The slowdown in China’s economy is having a ripple effect on European businesses, especially those heavily reliant on Chinese demand.
From luxury brands to car manufacturers, the impact is significant and could worsen if China’s economic issues persist.
European Companies Feeling the Heat
Several high-profile European companies are already experiencing the repercussions of China’s economic downturn.
Hugo Boss AG, Burberry Group Plc, and Daimler Truck Holding AG have reported negative impacts on their profits due to cautious spending by Chinese consumers.
LVMH recently joined this list, revealing a 14% drop in sales in the region including China during the second quarter.
The Broader Implications
The reduction in Chinese spending on European products has far-reaching implications. Not only does it threaten profits, but it also poses risks to share prices, company valuations, and even employment.
For example, Swatch Group saw a 30% decline in China sales in the first half of the year, prompting the company to cut production.
Challenges Facing China
Hopes that China’s economic issues are temporary might be misplaced. The country is grappling with multiple challenges, including a deepening property crisis, declining consumer spending, and rising trade tensions. These factors complicate any potential recovery.
Strategic Responses
Goldman Sachs strategists have recommended that investors sell European stocks heavily exposed to China.
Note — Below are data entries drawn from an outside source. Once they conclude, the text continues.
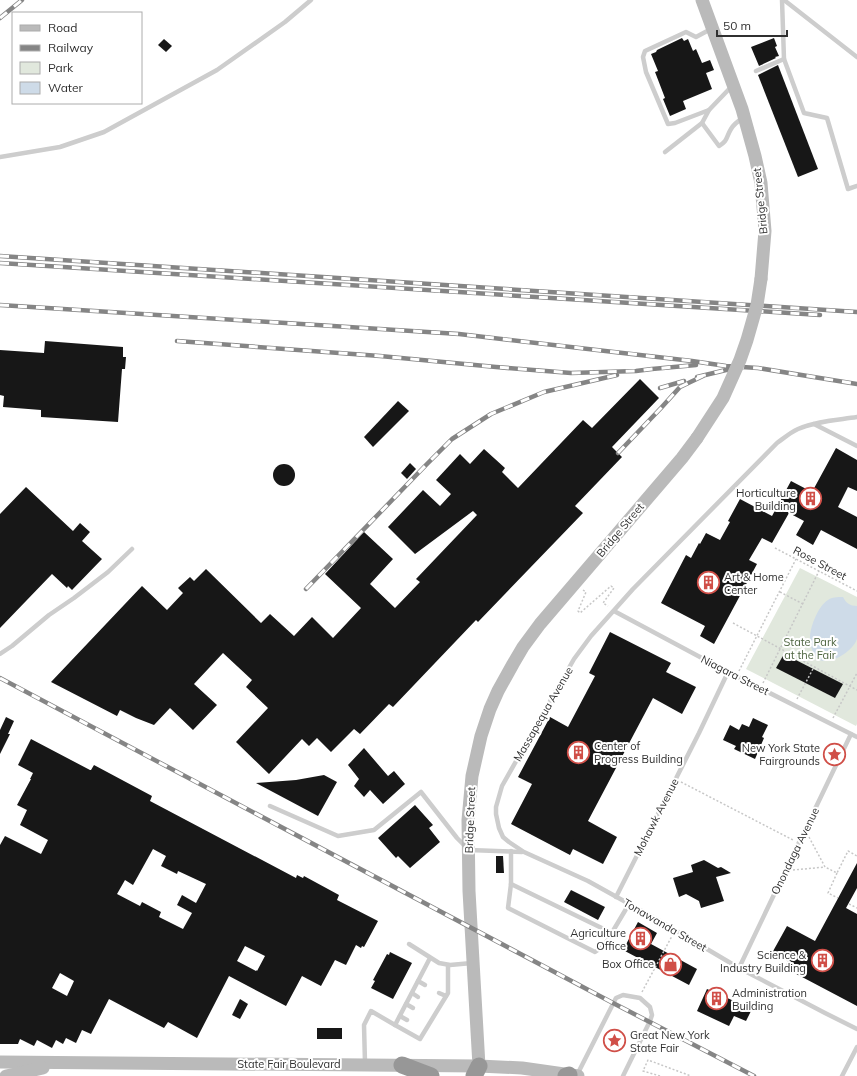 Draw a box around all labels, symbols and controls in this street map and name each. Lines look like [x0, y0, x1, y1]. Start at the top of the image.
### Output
legend [12, 12, 142, 104]
scale bar [717, 12, 787, 38]
text: 50 m [723, 18, 751, 33]
text: Road [48, 20, 77, 35]
text: Railway [48, 40, 94, 55]
text: Park [48, 60, 74, 75]
text: Water [48, 80, 84, 95]
street label: Bridge Street [750, 167, 770, 235]
place label: Horticulture Building [736, 486, 796, 513]
building icon: Horticulture Building [798, 486, 824, 512]
street label: Bridge Street [593, 500, 647, 560]
street label: Rose Street [791, 543, 849, 583]
building icon: Art & Home Center [696, 570, 722, 596]
place label: Art & Home Center [724, 570, 784, 597]
park label: State Park at the Fair [783, 635, 837, 662]
street label: Niagara Street [699, 652, 771, 698]
street label: Massapequa Avenue [510, 664, 576, 764]
building icon: Center of Progress Building [565, 739, 591, 765]
place label: Center of Progress Building [594, 739, 683, 766]
place label: New York State Fairgrounds [742, 741, 820, 768]
place icon: New York State Fairgrounds [822, 741, 848, 767]
street label: Mohawk Avenue [630, 776, 682, 858]
street label: Bridge Street [462, 786, 478, 854]
street label: Onondaga Avenue [768, 805, 822, 897]
street label: Tonawanda Street [621, 895, 709, 955]
place label: Agriculture Office [570, 926, 626, 953]
building icon: Agriculture Office [628, 926, 654, 952]
place label: Science & Industry Building [720, 948, 807, 975]
building icon: Science & Industry Building [809, 948, 835, 974]
shop icon: Box Office [657, 951, 683, 977]
place label: Box Office [602, 957, 654, 971]
building icon: Administration Building [703, 986, 729, 1012]
place label: Administration Building [732, 986, 807, 1013]
place icon: Great New York State Fair [601, 1028, 627, 1054]
place label: Great New York State Fair [630, 1028, 710, 1055]
street label: State Fair Boulevard [237, 1057, 341, 1071] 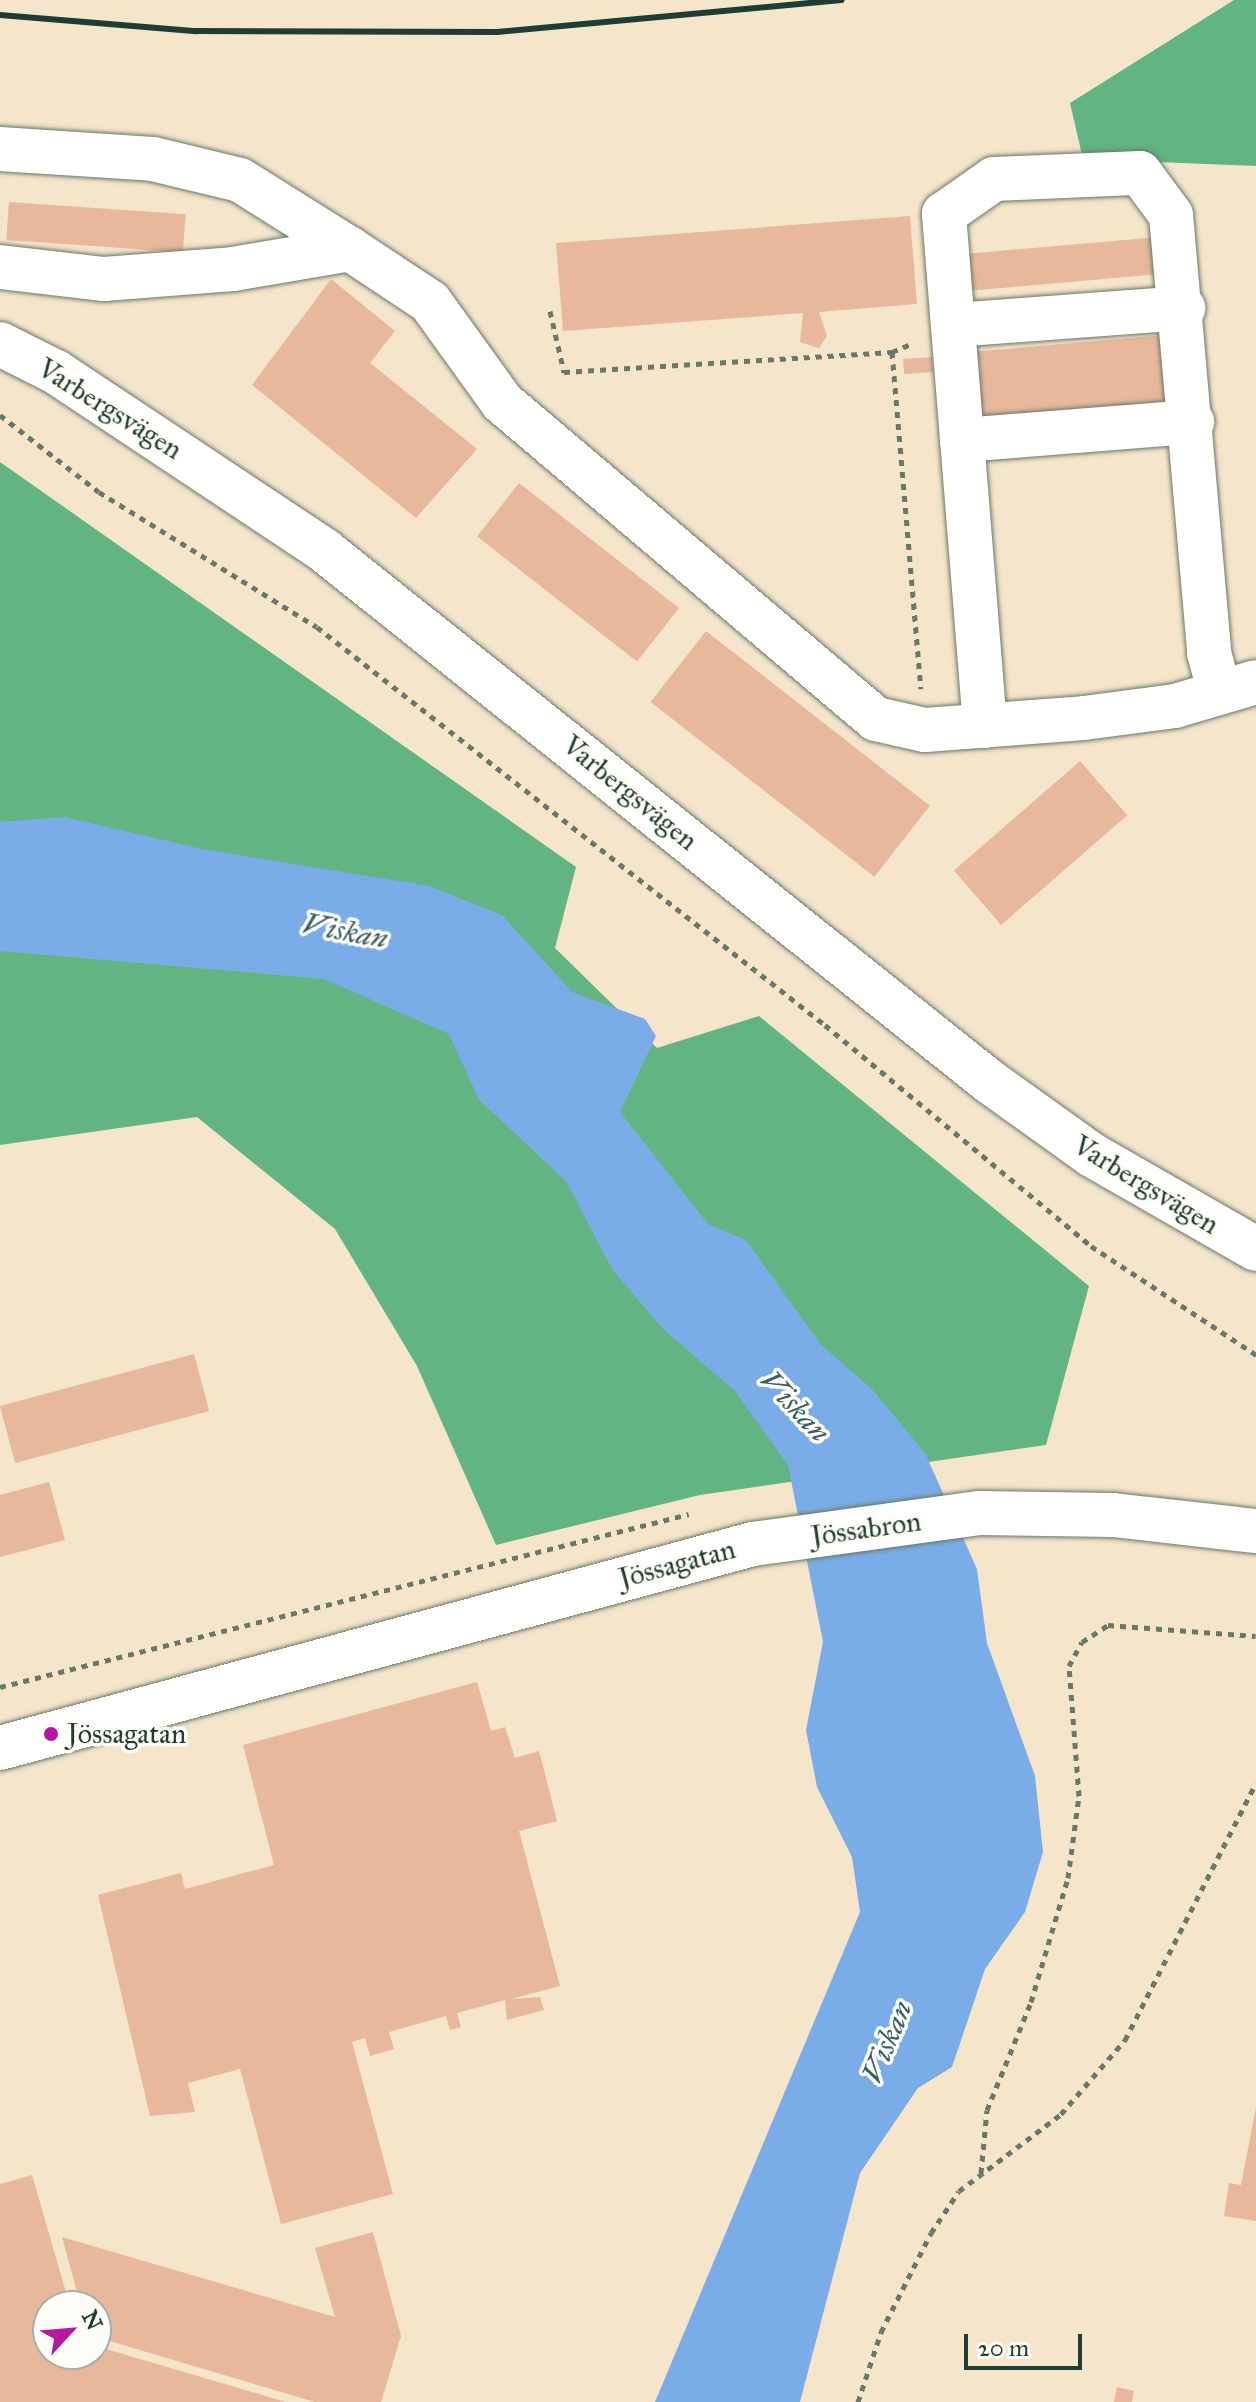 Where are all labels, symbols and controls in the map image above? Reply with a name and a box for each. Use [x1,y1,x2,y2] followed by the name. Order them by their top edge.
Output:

Arun Sai, senior multi-asset strategist at Pictet Asset Management, expressed concern over the exposure to China.
He highlighted that profit warnings from European companies this earnings season have flagged the risk of weaker-than-anticipated demand from China, particularly from consumers.
Immediate Impact on Earnings
The immediate effects of China’s slowdown are already evident in the earnings of European companies, suggesting a challenging reporting season ahead.
Luxury brands, which had heavily invested in the Chinese market, are now under pressure. Shares in Hugo Boss and Burberry dropped recently after both companies issued profit warnings.
Porsche AG, a German car maker, also suffered a slump due to supply shortages exacerbated by slowing Chinese sales.
Stock Market Performance
A Goldman Sachs basket of European stocks with high sales exposure to China has underperformed the broader market this year.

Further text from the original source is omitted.